Four Merchant Approaches to Issuer Collaboration
As the authorization process grows ever-more fragmented, discover the key strategies used by merchants in bridging the data gap for payment success.
When it comes to authorizing transactions, issuers have historically held the keys to the cardholder kingdom. Card issuing banks made the ultimate choice over whether a payment was approved – and may have done so in an environment of asymmetric information, banking on risk scores from other parties in the payment flow. Today, this decisioning is becoming even more complex, with issuer processors and BIN sponsors fragmenting the issuance market and complicating the question of who truly owns transaction success.1
Two things are still true: merchants typically hold liability when a payment is charged back, and everyone loses out when a good customer cannot make a payment.
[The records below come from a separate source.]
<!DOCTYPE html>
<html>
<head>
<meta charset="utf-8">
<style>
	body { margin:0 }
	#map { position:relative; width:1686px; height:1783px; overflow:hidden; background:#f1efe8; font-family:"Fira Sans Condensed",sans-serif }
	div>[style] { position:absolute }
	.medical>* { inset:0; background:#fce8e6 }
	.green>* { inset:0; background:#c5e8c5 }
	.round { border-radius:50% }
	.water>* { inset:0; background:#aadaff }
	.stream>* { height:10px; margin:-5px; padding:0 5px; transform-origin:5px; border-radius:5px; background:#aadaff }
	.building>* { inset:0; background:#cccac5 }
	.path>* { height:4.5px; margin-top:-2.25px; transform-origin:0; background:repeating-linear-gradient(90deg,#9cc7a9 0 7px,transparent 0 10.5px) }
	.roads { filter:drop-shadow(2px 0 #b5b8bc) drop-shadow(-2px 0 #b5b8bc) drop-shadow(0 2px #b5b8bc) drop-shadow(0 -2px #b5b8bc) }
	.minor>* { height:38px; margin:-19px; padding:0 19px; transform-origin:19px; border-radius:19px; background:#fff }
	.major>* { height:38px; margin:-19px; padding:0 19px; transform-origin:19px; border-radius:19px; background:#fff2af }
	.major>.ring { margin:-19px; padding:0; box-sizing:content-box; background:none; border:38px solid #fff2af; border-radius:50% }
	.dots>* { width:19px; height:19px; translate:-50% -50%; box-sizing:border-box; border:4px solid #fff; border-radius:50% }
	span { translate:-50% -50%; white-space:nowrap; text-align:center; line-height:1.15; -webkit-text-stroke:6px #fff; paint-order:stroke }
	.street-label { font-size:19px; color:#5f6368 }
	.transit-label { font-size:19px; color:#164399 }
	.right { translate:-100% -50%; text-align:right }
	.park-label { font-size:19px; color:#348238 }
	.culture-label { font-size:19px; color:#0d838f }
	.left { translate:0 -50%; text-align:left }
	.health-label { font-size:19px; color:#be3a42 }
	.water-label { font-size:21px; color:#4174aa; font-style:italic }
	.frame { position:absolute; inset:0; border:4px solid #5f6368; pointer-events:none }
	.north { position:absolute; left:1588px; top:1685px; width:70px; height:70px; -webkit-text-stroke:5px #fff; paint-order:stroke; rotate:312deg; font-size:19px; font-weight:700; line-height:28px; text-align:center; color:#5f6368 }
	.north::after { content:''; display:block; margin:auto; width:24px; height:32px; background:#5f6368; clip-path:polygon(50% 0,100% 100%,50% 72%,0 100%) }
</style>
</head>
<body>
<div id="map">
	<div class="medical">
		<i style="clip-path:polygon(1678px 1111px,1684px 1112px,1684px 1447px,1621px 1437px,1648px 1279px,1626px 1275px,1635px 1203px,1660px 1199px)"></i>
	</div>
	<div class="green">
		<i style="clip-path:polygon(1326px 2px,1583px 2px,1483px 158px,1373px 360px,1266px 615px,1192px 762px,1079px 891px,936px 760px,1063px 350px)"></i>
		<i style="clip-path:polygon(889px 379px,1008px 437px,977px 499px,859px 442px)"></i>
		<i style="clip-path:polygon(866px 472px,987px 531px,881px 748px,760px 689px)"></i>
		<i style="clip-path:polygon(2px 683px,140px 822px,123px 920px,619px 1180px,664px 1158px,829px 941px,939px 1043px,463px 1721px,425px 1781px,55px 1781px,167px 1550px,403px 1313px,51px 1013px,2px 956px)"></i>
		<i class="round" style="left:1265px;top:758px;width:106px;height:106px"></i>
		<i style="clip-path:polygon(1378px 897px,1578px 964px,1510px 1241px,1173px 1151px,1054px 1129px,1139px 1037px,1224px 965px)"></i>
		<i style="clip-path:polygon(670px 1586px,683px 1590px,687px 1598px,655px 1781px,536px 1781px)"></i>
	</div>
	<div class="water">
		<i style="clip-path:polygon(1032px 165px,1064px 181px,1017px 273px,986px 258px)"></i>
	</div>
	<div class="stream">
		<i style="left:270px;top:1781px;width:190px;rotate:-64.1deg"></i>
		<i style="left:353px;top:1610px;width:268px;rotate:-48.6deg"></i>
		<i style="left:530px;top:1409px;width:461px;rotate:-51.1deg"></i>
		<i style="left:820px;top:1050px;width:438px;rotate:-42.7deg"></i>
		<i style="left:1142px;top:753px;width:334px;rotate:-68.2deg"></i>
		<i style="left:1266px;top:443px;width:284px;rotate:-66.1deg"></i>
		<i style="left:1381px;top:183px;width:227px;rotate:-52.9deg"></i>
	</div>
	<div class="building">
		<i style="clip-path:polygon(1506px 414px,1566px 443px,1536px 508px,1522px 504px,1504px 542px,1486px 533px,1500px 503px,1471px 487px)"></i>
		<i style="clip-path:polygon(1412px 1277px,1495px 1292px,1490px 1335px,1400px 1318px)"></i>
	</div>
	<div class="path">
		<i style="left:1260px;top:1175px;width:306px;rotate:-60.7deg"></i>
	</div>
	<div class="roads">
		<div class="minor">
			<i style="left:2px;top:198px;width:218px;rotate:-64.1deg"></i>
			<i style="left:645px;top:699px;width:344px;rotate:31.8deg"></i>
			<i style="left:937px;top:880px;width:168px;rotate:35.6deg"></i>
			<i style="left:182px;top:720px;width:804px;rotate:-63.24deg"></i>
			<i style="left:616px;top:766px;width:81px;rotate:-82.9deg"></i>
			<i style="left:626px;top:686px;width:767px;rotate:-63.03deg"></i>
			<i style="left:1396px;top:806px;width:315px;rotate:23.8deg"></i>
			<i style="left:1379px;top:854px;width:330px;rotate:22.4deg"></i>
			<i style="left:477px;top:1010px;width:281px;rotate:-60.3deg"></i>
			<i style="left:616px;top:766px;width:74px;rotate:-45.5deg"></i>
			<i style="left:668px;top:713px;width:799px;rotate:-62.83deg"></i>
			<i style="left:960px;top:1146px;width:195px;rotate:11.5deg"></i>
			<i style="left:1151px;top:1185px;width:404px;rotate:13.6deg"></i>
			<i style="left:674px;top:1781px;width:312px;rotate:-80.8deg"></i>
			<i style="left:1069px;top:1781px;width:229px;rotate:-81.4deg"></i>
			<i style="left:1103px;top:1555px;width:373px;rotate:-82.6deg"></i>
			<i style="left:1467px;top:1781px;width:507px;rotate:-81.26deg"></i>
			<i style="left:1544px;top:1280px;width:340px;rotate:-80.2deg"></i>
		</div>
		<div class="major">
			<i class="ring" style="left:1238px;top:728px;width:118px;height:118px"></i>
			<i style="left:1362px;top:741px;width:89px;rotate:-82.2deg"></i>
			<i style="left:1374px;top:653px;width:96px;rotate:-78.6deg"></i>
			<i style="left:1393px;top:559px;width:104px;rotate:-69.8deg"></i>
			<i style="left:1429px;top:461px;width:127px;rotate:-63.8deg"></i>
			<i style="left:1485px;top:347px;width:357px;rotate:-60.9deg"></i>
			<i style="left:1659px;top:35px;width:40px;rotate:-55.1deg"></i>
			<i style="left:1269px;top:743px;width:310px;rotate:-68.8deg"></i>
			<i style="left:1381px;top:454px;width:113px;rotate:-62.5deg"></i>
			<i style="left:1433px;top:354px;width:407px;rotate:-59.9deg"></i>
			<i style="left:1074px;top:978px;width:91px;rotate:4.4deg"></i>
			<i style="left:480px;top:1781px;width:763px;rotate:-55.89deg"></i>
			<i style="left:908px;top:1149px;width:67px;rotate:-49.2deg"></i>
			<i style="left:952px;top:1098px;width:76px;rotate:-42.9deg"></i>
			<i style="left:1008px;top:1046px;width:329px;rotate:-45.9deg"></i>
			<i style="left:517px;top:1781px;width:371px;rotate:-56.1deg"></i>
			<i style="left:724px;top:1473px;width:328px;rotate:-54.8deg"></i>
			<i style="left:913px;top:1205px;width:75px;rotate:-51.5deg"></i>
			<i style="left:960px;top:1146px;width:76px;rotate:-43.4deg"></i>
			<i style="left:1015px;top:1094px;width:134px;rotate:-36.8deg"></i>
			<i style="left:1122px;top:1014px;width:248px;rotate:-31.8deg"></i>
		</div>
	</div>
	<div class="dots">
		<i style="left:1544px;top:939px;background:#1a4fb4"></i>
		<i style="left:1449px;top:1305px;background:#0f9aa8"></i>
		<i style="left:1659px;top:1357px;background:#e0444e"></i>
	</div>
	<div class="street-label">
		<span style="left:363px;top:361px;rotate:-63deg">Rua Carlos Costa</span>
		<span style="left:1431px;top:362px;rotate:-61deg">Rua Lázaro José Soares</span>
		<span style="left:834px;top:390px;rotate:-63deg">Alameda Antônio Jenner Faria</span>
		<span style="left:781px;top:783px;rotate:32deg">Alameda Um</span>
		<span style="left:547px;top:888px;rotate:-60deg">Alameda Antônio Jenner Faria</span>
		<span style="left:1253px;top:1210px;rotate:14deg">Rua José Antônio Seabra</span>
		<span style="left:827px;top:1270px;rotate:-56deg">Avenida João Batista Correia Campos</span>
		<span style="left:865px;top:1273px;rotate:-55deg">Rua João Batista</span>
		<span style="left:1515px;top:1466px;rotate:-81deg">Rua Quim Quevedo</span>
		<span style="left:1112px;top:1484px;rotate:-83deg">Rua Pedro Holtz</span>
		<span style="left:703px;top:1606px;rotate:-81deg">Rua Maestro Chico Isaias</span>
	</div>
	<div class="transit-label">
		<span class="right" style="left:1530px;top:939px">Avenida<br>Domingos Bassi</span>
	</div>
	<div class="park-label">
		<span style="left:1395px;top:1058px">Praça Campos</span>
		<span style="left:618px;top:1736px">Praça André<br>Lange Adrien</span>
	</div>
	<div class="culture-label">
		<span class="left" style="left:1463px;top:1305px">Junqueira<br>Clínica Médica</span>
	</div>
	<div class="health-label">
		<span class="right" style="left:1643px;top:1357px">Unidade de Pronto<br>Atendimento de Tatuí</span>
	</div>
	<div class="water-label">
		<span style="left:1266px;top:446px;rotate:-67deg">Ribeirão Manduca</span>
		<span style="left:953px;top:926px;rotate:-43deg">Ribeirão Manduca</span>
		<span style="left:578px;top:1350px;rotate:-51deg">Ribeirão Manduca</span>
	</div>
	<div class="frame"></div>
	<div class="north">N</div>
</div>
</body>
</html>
It’s no wonder, then, that the payments industry is laser focused on ways to get more merchant information into issuer’s hands.
So, what are the options for merchants looking to bridge the data gap, and how effective are they?
1. Direct collaboration
Sometimes, there’s no substitute for a conversation. Many merchants notify issuers of upcoming product launches, for example, to prepare them for a spike in volume. Others may share details on their merchant descriptors or notify issuers of refund policies so their call center staff can steer customers towards the merchant’s preferred action for high-chargeback flows.
This targeted strategy may be effective in highly concentrated issuer markets, but it is also reliant on factors such as existing relationships and the merchant’s ability to harness data to tell a cohesive story about mutual pain points. In highly fragmented issuer markets, merchants may lack the relationships, resource or specific data to make these direct approaches a success.
2. Enhanced data flows
Some issuers offer APIs that allow merchants to send additional data – including device, customer, and order data – to the issuer to support in decisioning.2 Sharing the right information may allow merchants to protect their most valuable customers, but sharing all optional data in a blanket way may not drive efficient outcomes either. Furthermore, enhanced data solutions are not widely available and could become increasingly fragmented as issuers develop their own APIs and data preferences.
3. 3DS and Data Only
3D Secure is an authentication protocol developed by EMVCo and has become a staple for merchants in markets such as Europe where regulation requires additional authentication online. Many merchants have been nervous of 3DS, in part because it can introduce additional friction for the consumer if issuers ‘step up’ a transaction to require two-factor authentication. In markets where 3DS is not associated with regulatory requirements, there is an additional concern that issuers will mistrust 3DS traffic, assuming the merchant believes it to be high-risk and treating it as such.
The 3DS ‘data-only’ flow is an alternative solution that shares the same shopper data with the card network, but the transaction cannot be ‘stepped up’ since there is no request for authentication (and therefore no liability shift). However, it still requires a full 3DS integration, and issuer adoption varies across markets.
4. Trusted MIDs
Trusted Merchant ID solutions allow issuers to designate a certain merchant’s transactions as ‘trusted’, and therefore more likely to be approved. Today, some merchants achieve this via their payments partners, such as third-party fraud providers, who have relationships that allow them to consolidate low-risk traffic and achieve higher approval rates. Doing this on a one-to-one basis can be time consuming for merchants, and depends on the merchant’s ability to build strong issuer relationships and prove the quality of their own risk mitigation techniques.
Choosing the right collaboration strategy
Ultimately, issuers and merchants are both better off when good customers are able to transact, and in the online world it’s often merchants who know their customers better than anyone. However, collaboration can be challenging and often hinges on access to the right data – whether it’s knowing the card subtypes that pinpoint which customers in an issuer’s portfolio are affected by declines, or knowing which BINs are rented by an issuer processor responsible for authorization. Marrying these to the merchant’s unique customer flows allows for actionable strategies that promise shared success. For the largest merchants, this granularity is key in moving beyond out-of-the-box solutions to a unique strategy that maximizes the profitability of every transaction.